*What you need to do:*
Find how many lines in the entries below carry the word "direction" and answer with only that figure.

*Input records:*

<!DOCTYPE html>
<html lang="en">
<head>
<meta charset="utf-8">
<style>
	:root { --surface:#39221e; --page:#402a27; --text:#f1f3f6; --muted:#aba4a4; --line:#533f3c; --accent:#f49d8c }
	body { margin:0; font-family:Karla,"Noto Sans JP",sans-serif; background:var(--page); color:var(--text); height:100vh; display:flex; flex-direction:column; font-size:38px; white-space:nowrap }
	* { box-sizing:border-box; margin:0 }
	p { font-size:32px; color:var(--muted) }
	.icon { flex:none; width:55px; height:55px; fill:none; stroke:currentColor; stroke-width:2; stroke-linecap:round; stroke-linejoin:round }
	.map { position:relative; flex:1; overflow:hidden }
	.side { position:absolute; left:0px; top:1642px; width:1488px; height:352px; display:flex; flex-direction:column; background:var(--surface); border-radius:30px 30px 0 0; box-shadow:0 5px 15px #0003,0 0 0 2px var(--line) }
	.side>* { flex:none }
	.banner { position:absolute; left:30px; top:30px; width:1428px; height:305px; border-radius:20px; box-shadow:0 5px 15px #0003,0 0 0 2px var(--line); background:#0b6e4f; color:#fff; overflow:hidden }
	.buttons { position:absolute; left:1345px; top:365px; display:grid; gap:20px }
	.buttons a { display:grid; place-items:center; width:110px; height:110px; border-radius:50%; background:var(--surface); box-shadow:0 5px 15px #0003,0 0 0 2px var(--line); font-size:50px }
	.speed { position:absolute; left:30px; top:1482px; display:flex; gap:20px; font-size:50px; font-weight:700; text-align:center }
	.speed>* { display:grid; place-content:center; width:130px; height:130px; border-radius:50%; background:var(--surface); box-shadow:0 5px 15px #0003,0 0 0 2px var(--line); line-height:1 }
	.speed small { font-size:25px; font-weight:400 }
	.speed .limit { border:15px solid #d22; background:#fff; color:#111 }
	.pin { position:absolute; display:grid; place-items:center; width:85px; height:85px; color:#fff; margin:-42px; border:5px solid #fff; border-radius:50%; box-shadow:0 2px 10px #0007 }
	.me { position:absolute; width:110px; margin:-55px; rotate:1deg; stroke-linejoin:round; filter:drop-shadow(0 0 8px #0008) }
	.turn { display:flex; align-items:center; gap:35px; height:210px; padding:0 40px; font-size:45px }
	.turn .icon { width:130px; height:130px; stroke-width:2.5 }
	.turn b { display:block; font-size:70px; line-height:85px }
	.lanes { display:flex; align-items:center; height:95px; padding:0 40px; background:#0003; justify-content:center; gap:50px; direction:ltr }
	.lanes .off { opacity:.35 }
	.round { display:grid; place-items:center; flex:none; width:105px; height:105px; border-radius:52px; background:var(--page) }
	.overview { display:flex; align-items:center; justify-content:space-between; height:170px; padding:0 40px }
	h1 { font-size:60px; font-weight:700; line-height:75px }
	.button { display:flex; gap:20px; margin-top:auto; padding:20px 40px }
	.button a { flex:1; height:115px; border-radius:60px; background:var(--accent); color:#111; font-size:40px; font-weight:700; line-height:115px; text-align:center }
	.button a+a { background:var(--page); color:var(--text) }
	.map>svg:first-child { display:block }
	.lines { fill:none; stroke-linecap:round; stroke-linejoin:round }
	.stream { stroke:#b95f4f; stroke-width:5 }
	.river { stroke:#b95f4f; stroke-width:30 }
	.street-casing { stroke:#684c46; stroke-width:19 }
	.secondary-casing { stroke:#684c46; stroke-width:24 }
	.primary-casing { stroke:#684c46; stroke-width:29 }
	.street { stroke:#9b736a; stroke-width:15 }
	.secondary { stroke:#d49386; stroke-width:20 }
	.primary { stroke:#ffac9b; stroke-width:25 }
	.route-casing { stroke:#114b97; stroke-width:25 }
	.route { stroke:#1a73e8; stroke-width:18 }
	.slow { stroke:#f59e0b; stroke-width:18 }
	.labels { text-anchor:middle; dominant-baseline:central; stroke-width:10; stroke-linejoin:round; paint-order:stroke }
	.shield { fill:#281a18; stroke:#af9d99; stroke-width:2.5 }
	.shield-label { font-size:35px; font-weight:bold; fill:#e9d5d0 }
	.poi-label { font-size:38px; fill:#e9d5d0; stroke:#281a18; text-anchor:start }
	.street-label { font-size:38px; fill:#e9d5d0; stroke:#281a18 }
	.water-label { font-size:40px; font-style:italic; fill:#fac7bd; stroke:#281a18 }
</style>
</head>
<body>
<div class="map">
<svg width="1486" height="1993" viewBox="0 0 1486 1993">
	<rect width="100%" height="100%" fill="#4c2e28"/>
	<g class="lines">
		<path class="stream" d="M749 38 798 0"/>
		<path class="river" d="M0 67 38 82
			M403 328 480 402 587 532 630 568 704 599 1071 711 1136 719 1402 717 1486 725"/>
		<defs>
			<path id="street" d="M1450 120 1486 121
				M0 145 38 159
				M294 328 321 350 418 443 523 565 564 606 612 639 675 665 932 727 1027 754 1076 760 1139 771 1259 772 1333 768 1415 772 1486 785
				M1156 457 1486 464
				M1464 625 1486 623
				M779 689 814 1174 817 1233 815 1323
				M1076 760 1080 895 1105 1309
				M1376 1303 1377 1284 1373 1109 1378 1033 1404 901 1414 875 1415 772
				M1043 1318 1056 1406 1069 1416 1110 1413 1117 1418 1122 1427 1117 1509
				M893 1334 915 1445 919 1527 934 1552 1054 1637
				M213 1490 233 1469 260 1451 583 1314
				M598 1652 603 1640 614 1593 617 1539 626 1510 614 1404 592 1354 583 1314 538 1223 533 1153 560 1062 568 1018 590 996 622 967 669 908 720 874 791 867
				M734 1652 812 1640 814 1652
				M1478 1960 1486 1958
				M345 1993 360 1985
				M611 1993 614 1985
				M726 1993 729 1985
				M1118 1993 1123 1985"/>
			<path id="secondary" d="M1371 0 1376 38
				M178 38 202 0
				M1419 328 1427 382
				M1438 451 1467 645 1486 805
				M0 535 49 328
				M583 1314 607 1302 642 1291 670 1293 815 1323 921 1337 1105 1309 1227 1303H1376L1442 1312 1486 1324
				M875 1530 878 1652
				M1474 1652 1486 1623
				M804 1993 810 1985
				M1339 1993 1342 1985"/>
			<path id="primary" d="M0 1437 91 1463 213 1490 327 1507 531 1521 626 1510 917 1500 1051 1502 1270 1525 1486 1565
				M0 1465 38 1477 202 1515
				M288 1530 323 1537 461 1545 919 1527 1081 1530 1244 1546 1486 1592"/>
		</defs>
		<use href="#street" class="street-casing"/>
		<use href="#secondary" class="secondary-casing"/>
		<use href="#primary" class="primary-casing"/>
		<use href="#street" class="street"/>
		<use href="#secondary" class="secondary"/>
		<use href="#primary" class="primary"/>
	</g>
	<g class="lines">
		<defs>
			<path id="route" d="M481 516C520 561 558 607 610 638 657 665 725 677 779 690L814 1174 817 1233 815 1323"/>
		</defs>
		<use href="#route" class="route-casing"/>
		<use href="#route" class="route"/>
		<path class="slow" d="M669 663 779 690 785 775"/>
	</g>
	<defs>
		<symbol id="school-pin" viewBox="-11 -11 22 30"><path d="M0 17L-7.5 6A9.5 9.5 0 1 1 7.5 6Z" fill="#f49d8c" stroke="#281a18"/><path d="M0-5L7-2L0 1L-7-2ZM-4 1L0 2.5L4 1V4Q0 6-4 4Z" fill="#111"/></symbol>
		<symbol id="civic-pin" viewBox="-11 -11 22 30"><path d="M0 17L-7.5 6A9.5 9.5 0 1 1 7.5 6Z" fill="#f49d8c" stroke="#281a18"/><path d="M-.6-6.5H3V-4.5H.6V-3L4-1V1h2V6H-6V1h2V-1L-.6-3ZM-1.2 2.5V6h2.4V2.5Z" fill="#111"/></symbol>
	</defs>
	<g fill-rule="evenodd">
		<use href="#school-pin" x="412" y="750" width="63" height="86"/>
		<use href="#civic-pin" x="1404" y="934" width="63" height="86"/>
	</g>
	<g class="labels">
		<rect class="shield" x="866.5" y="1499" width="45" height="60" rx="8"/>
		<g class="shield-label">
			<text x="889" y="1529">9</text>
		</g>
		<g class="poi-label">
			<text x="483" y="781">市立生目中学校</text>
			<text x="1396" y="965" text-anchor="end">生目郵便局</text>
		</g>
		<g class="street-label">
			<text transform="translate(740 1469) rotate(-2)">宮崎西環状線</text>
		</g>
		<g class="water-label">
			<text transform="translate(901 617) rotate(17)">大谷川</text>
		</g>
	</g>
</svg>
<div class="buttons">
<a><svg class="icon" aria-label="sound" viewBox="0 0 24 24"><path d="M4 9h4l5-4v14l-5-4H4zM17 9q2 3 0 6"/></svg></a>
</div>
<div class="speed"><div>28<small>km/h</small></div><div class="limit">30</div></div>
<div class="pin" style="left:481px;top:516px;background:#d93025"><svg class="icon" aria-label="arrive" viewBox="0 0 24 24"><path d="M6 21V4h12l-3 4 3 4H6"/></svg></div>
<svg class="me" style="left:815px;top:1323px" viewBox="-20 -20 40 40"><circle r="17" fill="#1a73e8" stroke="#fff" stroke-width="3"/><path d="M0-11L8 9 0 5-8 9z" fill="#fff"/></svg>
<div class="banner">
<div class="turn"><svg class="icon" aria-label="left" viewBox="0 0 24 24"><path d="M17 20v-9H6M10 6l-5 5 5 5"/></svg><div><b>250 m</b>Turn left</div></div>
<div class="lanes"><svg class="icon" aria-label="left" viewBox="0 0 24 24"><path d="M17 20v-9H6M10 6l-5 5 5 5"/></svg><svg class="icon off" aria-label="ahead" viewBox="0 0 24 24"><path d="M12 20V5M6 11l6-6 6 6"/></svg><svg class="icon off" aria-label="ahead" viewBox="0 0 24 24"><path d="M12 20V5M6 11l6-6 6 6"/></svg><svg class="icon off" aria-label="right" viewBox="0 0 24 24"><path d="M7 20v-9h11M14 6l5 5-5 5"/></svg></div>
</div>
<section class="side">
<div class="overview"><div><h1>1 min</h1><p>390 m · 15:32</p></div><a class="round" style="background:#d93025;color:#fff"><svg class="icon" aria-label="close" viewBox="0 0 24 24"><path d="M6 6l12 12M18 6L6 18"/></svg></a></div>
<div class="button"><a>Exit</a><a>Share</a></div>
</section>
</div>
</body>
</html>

*Expected answer:*
3